What you are asked to do - From the first line of the data down to the line bearing "--surface:#fff; --page:#f6f6f6; --text:#222;", output every line exactly and include no pictures.

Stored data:
================================

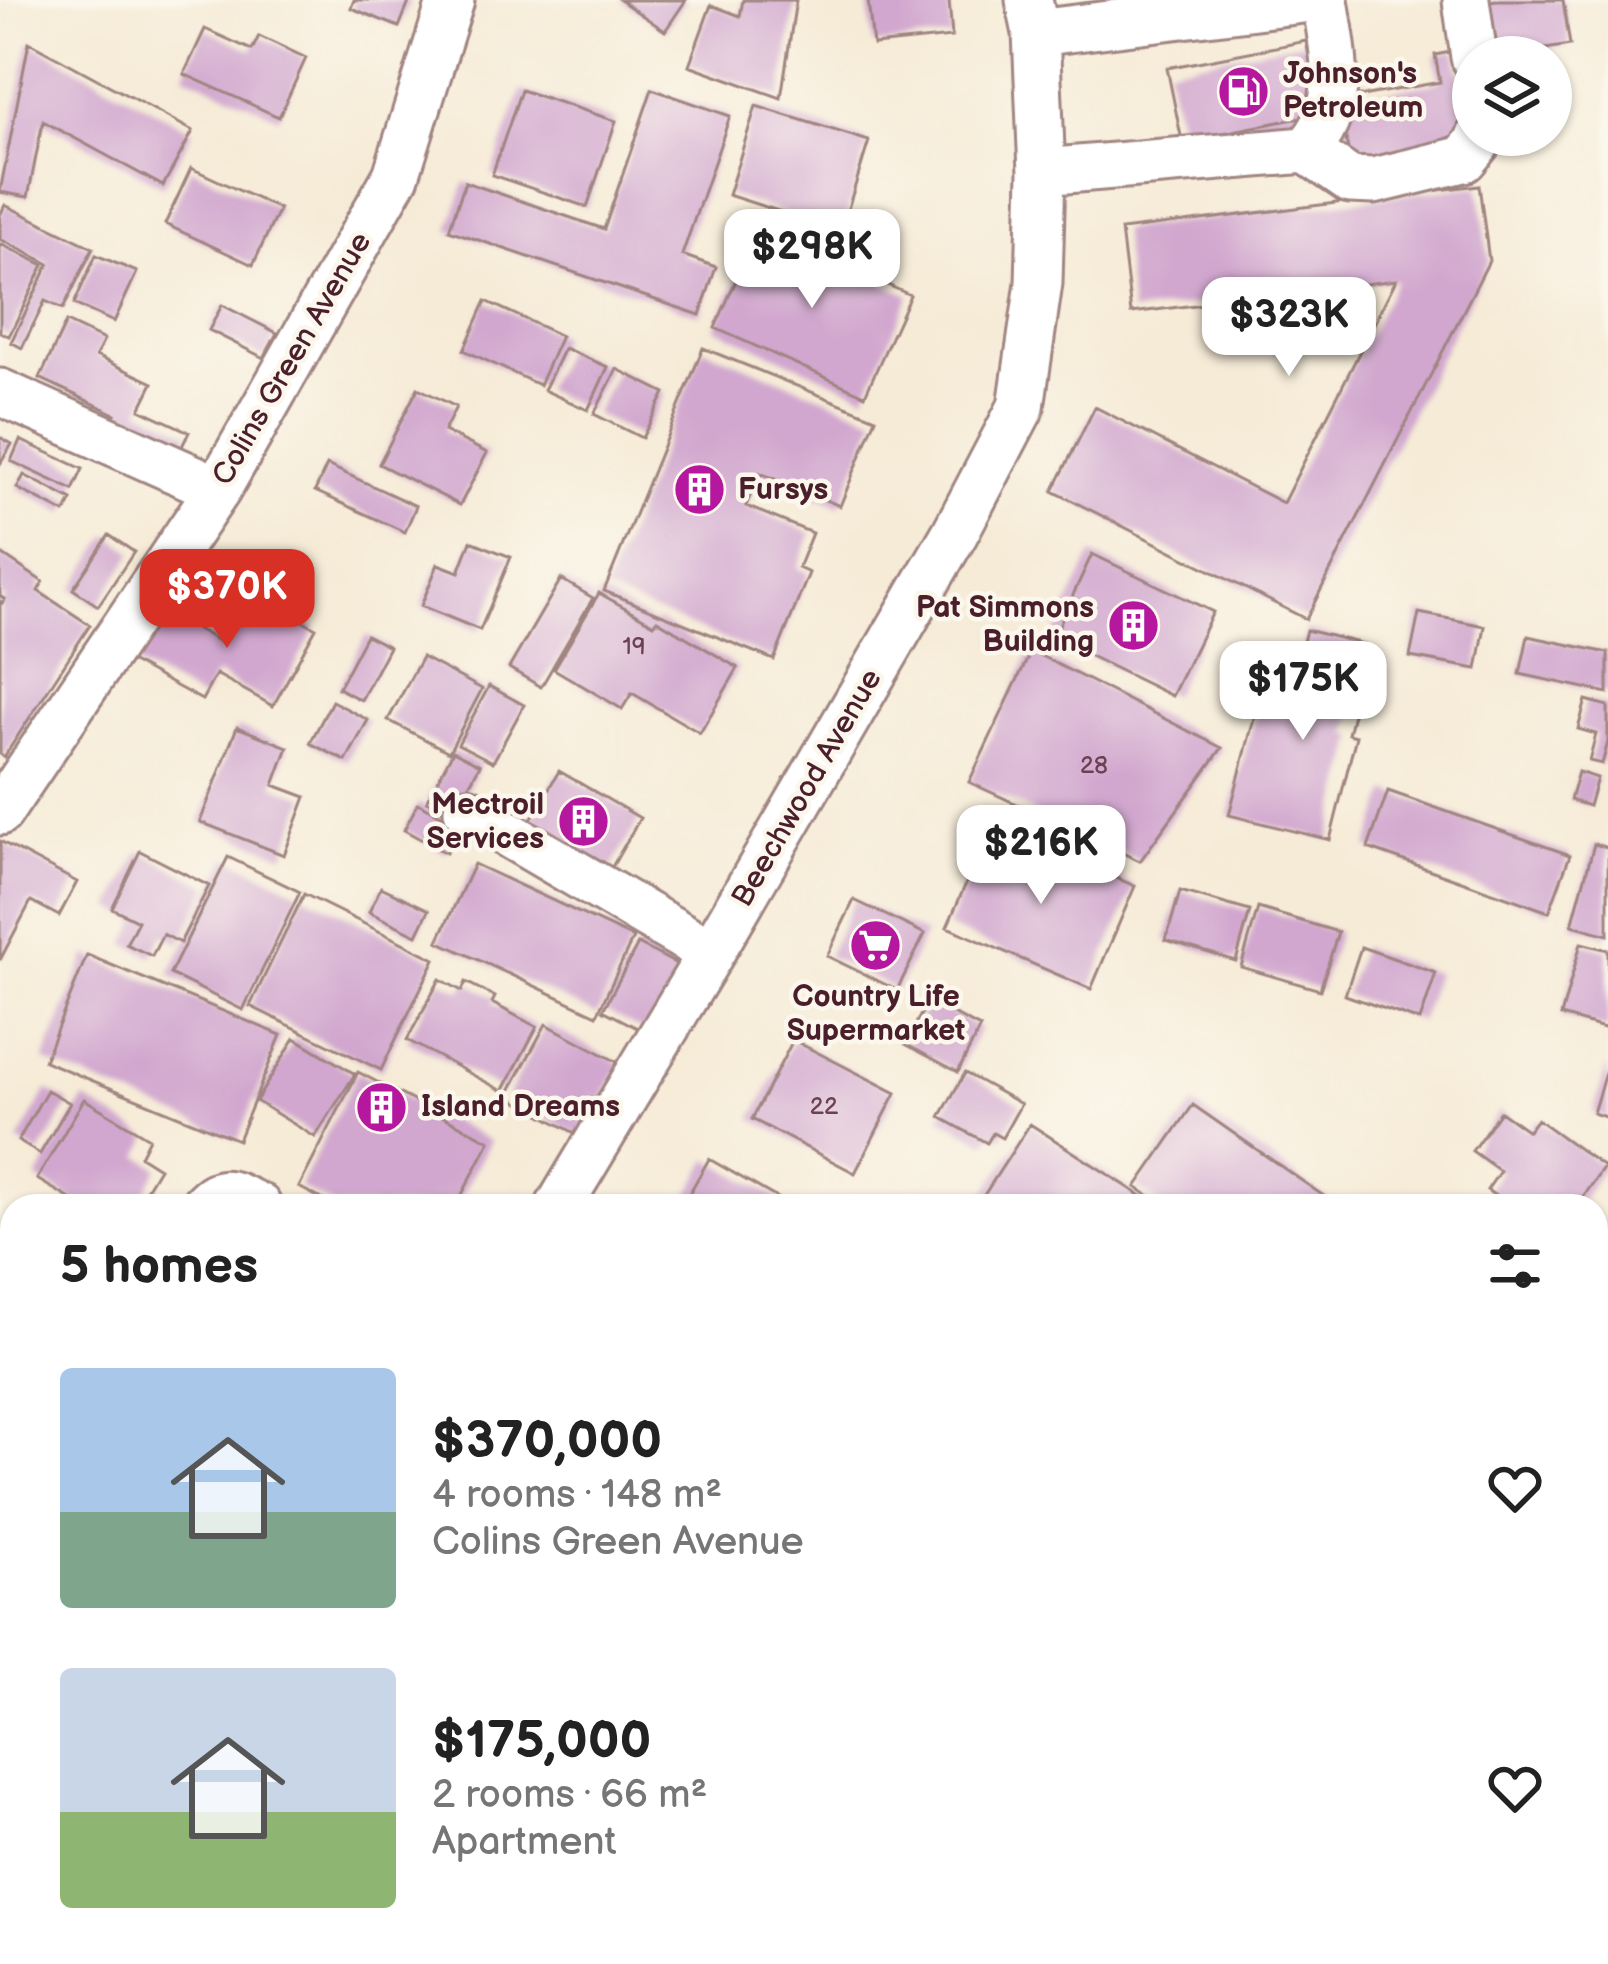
<!DOCTYPE html>
<html lang="en">
<head>
<meta charset="utf-8">
<style>
  :root { --surface:#fff; --page:#f6f6f6; --text:#222; --muted:#767676; --accent:#d93025 }
  body { margin:0; font-family:"Balsamiq Sans",sans-serif; background:var(--page); color:var(--text); height:100vh; display:flex; flex-direction:column; font-size:45px; white-space:nowrap }
  * { box-sizing:border-box; margin:0 }
  p { font-size:39px; color:var(--muted) }
  .icon { flex:none; width:66px; height:66px; fill:none; stroke:currentColor; stroke-width:2; stroke-linecap:round; stroke-linejoin:round }
  .map { position:relative; flex:1; overflow:hidden }
  .drawer { position:absolute; left:0px; top:1194px; width:1608px; height:771px; display:flex; flex-direction:column; background:var(--surface); border-radius:36px 36px 0 0; box-shadow:0 3px 9px #0004 }
  .drawer>* { flex:none }
  .fabs { position:absolute; left:1452px; top:36px; display:grid; gap:24px }
  .fabs a { display:grid; place-items:center; width:120px; height:120px; border-radius:50%; background:var(--surface); box-shadow:0 3px 9px #0004; font-size:60px }
  .price { position:absolute; translate:-50% -102px; padding:0 27px; border-radius:24px; background:#fff; color:#222; font-size:39px; line-height:78px; filter:drop-shadow(0 3px 6px #0008) }
  .price::after { content:''; position:absolute; left:50%; top:72px; width:36px; height:27px; margin-left:-18px; background:inherit; clip-path:polygon(0 0,100% 0,50% 100%) }
  .price.on { background:var(--accent); color:#fff }
  ul { padding:0; list-style:none }
  li { display:flex; align-items:center; gap:36px; height:300px; padding:0 60px }
  li span { display:grid; place-items:center; flex:none; width:336px; height:240px; border-radius:12px; color:#555 }
  li>.icon { margin-inline-start:auto }
  span .icon { width:144px; height:144px; fill:#fffc; stroke-width:1 }
  li b { font-size:51px }
  h2 { display:flex; justify-content:space-between; align-items:center; height:144px; padding:0 60px; font-size:51px }
  .map>svg:first-child { display:block }
  .building { fill:#d1a7cf }
  .lines { fill:none; stroke-linecap:round; stroke-linejoin:round }
  .minor-casing { stroke:#a08581; stroke-width:51 }
  .minor { stroke:#fff; stroke-width:45 }
  .labels { text-anchor:middle; dominant-baseline:central; stroke-width:9; stroke-linejoin:round; paint-order:stroke }
  .number-label { font-size:24px; fill:#6c4154 }
  .poi-label { font-size:30px; font-weight:bold; fill:#4a1f2b; stroke:#fbf7ec; text-anchor:start }
  .street-label { font-size:30px; fill:#4a1f2b; stroke:#fbf7ec }
</style>
</head>
<body>
<div class="map">
<svg width="1608" height="1964" viewBox="0 0 1608 1964">
  <rect width="100%" height="100%" fill="#fbf7ec"/>
  <filter id="ink" filterUnits="userSpaceOnUse"><feTurbulence type="fractalNoise" baseFrequency=".00833" numOctaves="2"/><feDisplacementMap in="SourceGraphic" scale="24" xChannelSelector="R" yChannelSelector="G"/><feConvolveMatrix kernelMatrix="1 2 1 2 8 2 1 2 1" color-interpolation-filters="sRGB"/></filter>
  <filter id="wash" filterUnits="userSpaceOnUse"><feTurbulence type="fractalNoise" baseFrequency=".004" numOctaves="4" result="noise"/><feDisplacementMap in="SourceGraphic" scale="48" xChannelSelector="R" yChannelSelector="G"/><feGaussianBlur stdDeviation="2.7" result="paint"/><feColorMatrix in="noise" values="0 0 0 0 0 0 0 0 0 0 0 0 0 0 0 0 0 1.4 0 .05"/><feComposite in="paint" operator="in"/></filter>
  <g filter="url(#wash)">
    <rect width="100%" height="100%" fill="#f6ebd7"/>
    <g id="blocks">
      <path class="building" d="M354 0H410L399 27 351 8Z
        M620 0H686L665 31Z
        M743 0H796L781 98 689 65 711 5 740 16Z
        M868 0H949L952 37 873 45Z
        M1497 0H1563L1570 45 1496 57 1477 3Z
        M205 29 252 50 259 36 306 58 279 117 184 74Z
        M1306 41 1320 114 1182 141 1167 68Z
        M29 42 193 131 163 186 43 121 28 197 0 192Z
        M1456 51 1470 134 1447 138 1448 149 1351 166 1339 100 1440 82 1435 55Z
        M652 89 730 116 682 255 716 267 700 315 449 230 465 182 604 229Z
        M521 90 616 121 587 207 492 175Z
        M756 106 869 141 841 231 728 195Z
        M191 168 279 209 253 265 165 224Z
        M1479 185 1489 261 1306 619 1053 491 1095 407 1283 503 1396 280 1131 313 1121 230Z
        M5 205 93 248 63 309 45 301 22 348 11 342 49 264 0 239V215Z
        M759 228 910 295 865 395 715 328Z
        M0 244 44 265 9 336 0 332Z
        M96 255 137 272 114 322 74 304Z
        M486 301 561 336 539 385 464 350Z
        M222 305 277 333 264 358 209 330Z
        M66 322 104 340 96 356 153 383 140 409 189 432 176 459 108 428 115 414 40 378Z
        M564 348 608 367 588 410 544 390Z
        M703 348 876 418 840 506 760 473 746 506 812 533 798 568 809 573 774 660 604 591Z
        M617 369 665 393 642 438 594 414Z
        M418 388 456 407 444 431 487 453 460 505 379 464Z
        M0 437 12 444 0 464Z
        M20 440 83 469 73 490 11 461Z
        M327 465 416 506 405 532 315 491Z
        M24 475 72 500 65 513 17 488Z
        M109 535 134 552 98 606 73 589Z
        M471 541 511 557 480 630 421 606 438 564 459 572Z
        M0 553 43 582 38 591 90 625 4 757 0 754V601L2 603 5 599 0 596Z
        M1092 554 1213 612 1172 696 1053 638Z
        M561 579 593 598 541 687 509 668Z
        M248 591 316 628 273 706 216 674 202 700 130 661 159 608 220 642Z
        M599 593 654 624 657 620 738 668 700 733 632 693 622 709 554 669Z
        M1419 613 1485 626 1477 669 1410 657Z
        M1306 630 1364 644 1351 697 1357 698 1348 734 1356 736 1330 840 1229 815 1256 711 1271 715 1280 678 1293 682Z
        M366 635 389 647 361 700 338 688Z
        M1528 636 1608 653V693L1520 674Z
        M1031 651 1222 748 1140 861 969 782Z
        M422 657 482 689 449 752 388 720Z
        M489 686 524 705 493 762 458 744Z
        M1586 700 1608 706V742L1602 764 1589 761 1596 734 1578 729Z
        M332 701 368 720 346 761 310 743Z
        M237 727 288 747 274 785 306 797 284 855 200 822Z
        M453 751 480 765 453 815 427 801Z
        M559 771 640 818 608 874 527 826Z
        M1578 772 1597 778 1589 806 1570 800Z
        M1388 791 1570 855 1549 912 1368 848Z
        M418 803 460 825 446 853 404 830Z
        M992 824 1135 886 1091 989 947 927Z
        M0 841 77 882 59 916 31 901 0 960Z
        M1594 844 1608 848V935L1572 925Z
        M140 851 209 886 180 943 163 934 152 956 126 944 138 921 112 908Z
        M228 857 300 892 243 1010 170 974Z
        M474 864 633 938 597 1015 438 941Z
        M381 887 429 910 417 935 369 912Z
        M1180 891 1250 911 1236 961 1166 940Z
        M304 894 435 959 381 1070 250 1006Z
        M854 900 925 934 897 990 827 956Z
        M1258 908 1338 932 1320 990 1241 967Z
        M1581 943 1608 950V1029L1561 1016Z
        M638 944 684 968 649 1034 603 1010Z
        M1361 947 1436 973 1420 1021 1345 995Z
        M87 955 281 1035 238 1140 44 1061Z
        M440 979 462 991 466 982 495 997 492 1003 537 1027 503 1091 407 1040Z
        M928 1001 980 1028 958 1072 905 1044Z
        M546 1024 621 1064 582 1137 507 1096Z
        M295 1038 355 1074 315 1137 256 1101Z
        M793 1040 896 1093 855 1173 752 1119Z
        M1607 1066 1608 1067V1118L1593 1113Z
        M358 1072 490 1141 456 1206H335L299 1187Z
        M965 1073 1021 1104 1002 1138 993 1133 987 1143 940 1117Z
        M47 1090 70 1103 40 1154 18 1141Z
        M84 1099 149 1138 140 1156 159 1168 136 1206H82L37 1179Z
        M1193 1105 1338 1206H1164L1136 1187Z
        M1500 1111 1528 1131 1537 1119 1604 1167 1577 1206H1510L1487 1190 1500 1171 1472 1151Z
        M1030 1124 1157 1206H977Z
        M709 1159 791 1206H682Z
        M1596 1244 1608 1249V1295L1596 1290Z
        M12 1253V1338L0 1330V1285L6 1275 1 1271Z
        M1608 1470V1531L1596 1522V1485Z
        M12 1713V1749L0 1744Z
        M0 1841 12 1849V1942L0 1960Z
        M48 1953H116L114 1964H45Z
        M233 1953H287L285 1964H273Z
        M626 1953H695L692 1964H641L624 1960Z
        M942 1953H1390L1388 1964H941Z"/>
    </g>
  </g>
  <g filter="url(#ink)">
    <use href="#blocks" fill-opacity="0" stroke="#a08581" stroke-width="3"/>
    <g class="lines">
      <defs>
        <path id="minor" d="M1466 0 1474 57
          M1036 33 1303 0
          M1306 150 1350 180 1374 181 1464 159 1477 143 1480 135
          M1042 172 1306 150C1348 109 1333 52 1325 0
          M0 392 218 489
          M467 810 711 953
          M0 812 218 489 396 176 451 0
          M203 1206C223 1183 234 1196 258 1206
          M559 1206 711 953 955 533 1021 407 1039 283 1042 172 1036 33 1029 0
          M1596 1438 1608 1423
          M0 1558 12 1537
          M1596 1609 1608 1613
          M1547 1953 1590 1964
          M347 1964 350 1953
          M733 1964 737 1953
          M1489 1964 1524 1953"/>
      </defs>
      <use href="#minor" class="minor-casing"/>
      <use href="#minor" class="minor"/>
    </g>
  </g>
  <defs>
    <symbol id="fuel-disc" viewBox="-11 -11 22 22"><circle r="9.5" fill="#b5179e" stroke="#fbf7ec"/><path d="M-5.5-6h7V0h2V4h1.3V-2.5L3-4.5l.8-.8L6-3V5H2.5V1h-1V6h-7ZM-4.2-4.7v3.2H.2V-4.7Z" fill="#fff"/></symbol>
    <symbol id="building-disc" viewBox="-11 -11 22 22"><circle r="9.5" fill="#b5179e" stroke="#fbf7ec"/><path d="M-4-6H4V6H1V3H-1V6H-4ZM-2.5-4.3h1.7v1.8h-1.7ZM.8-4.3h1.7v1.8H.8ZM-2.5-1h1.7V.8h-1.7ZM.8-1h1.7V.8H.8Z" fill="#fff"/></symbol>
    <symbol id="supermarket-disc" viewBox="-11 -11 22 22"><circle r="9.5" fill="#b5179e" stroke="#fbf7ec"/><path d="M-6-5.5h2.5l.6 2H6L4.5 2H-2.5L-4.4-4H-6ZM-1.5 3.2a1.3 1.3 0 1 0 .1 0ZM3 3.2a1.3 1.3 0 1 0 .1 0Z" fill="#fff"/></symbol>
  </defs>
  <g fill-rule="evenodd">
    <use href="#fuel-disc" x="1214" y="62" width="59" height="59"/>
    <use href="#building-disc" x="670" y="460" width="59" height="59"/>
    <use href="#building-disc" x="1104" y="596" width="59" height="59"/>
    <use href="#building-disc" x="554" y="792" width="59" height="59"/>
    <use href="#supermarket-disc" x="846" y="916" width="59" height="59"/>
    <use href="#building-disc" x="352" y="1078" width="59" height="59"/>
  </g>
  <g class="labels">
    <g class="number-label">
      <text x="634" y="646">19</text>
      <text x="1094" y="765">28</text>
      <text x="824" y="1106">22</text>
    </g>
    <g class="poi-label">
      <text x="1283" y="74">Johnson's<tspan x="1283" dy="34">Petroleum</tspan></text>
      <text x="738" y="490">Fursys</text>
      <text x="1094" y="608" text-anchor="end">Pat Simmons<tspan x="1094" dy="34">Building</tspan></text>
      <text x="544" y="805" text-anchor="end">Mectroil<tspan x="544" dy="34">Services</tspan></text>
      <text x="876" y="997" text-anchor="middle">Country Life<tspan x="876" dy="34">Supermarket</tspan></text>
      <text x="421" y="1107">Island Dreams</text>
    </g>
    <g class="street-label">
      <text transform="translate(292 359) rotate(-60)">Colins Green Avenue</text>
      <text transform="translate(807 788) rotate(-60)">Beechwood Avenue</text>
    </g>
  </g>
</svg>
<div class="fabs">
<a><svg class="icon" aria-label="layers" viewBox="0 0 24 24"><path d="M12 4l9 5-9 5-9-5zM3 14l9 5 9-5"/></svg></a>
</div>
<b class="price" style="left:812px;top:311px">$298K</b>
<b class="price" style="left:1289px;top:379px">$323K</b>
<b class="price on" style="left:227px;top:651px">$370K</b>
<b class="price" style="left:1303px;top:743px">$175K</b>
<b class="price" style="left:1041px;top:907px">$216K</b>
<section class="drawer">
<h2>5 homes<svg class="icon" aria-label="filters" viewBox="0 0 24 24"><path d="M4 7h16M4 17h16"/><circle cx="9" cy="7" r="2"/><circle cx="15" cy="17" r="2"/></svg></h2>
<ul>
<li><span style="background:linear-gradient(#a9c7e8 60%,#7fa58c 0)"><svg class="icon" aria-label="home" viewBox="0 0 24 24"><path d="M3 11l9-7 9 7M6 9v11h12V9"/></svg></span><div><b>$370,000</b><p>4 rooms · 148 m²</p><p>Colins Green Avenue</p></div><svg class="icon" aria-label="heart" viewBox="0 0 24 24"><path d="M12 20l-8-8c-3-5 5-10 8-4 3-6 11-1 8 4z"/></svg></li>
<li><span style="background:linear-gradient(#c9d6e8 60%,#8fb573 0)"><svg class="icon" aria-label="home" viewBox="0 0 24 24"><path d="M3 11l9-7 9 7M6 9v11h12V9"/></svg></span><div><b>$175,000</b><p>2 rooms · 66 m²</p><p>Apartment</p></div><svg class="icon" aria-label="heart" viewBox="0 0 24 24"><path d="M12 20l-8-8c-3-5 5-10 8-4 3-6 11-1 8 4z"/></svg></li>
</ul>
</section>
</div>
</body>
</html>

================================

Answer to this task -
<!DOCTYPE html>
<html lang="en">
<head>
<meta charset="utf-8">
<style>
  :root { --surface:#fff; --page:#f6f6f6; --text:#222; --muted:#767676; --accent:#d93025 }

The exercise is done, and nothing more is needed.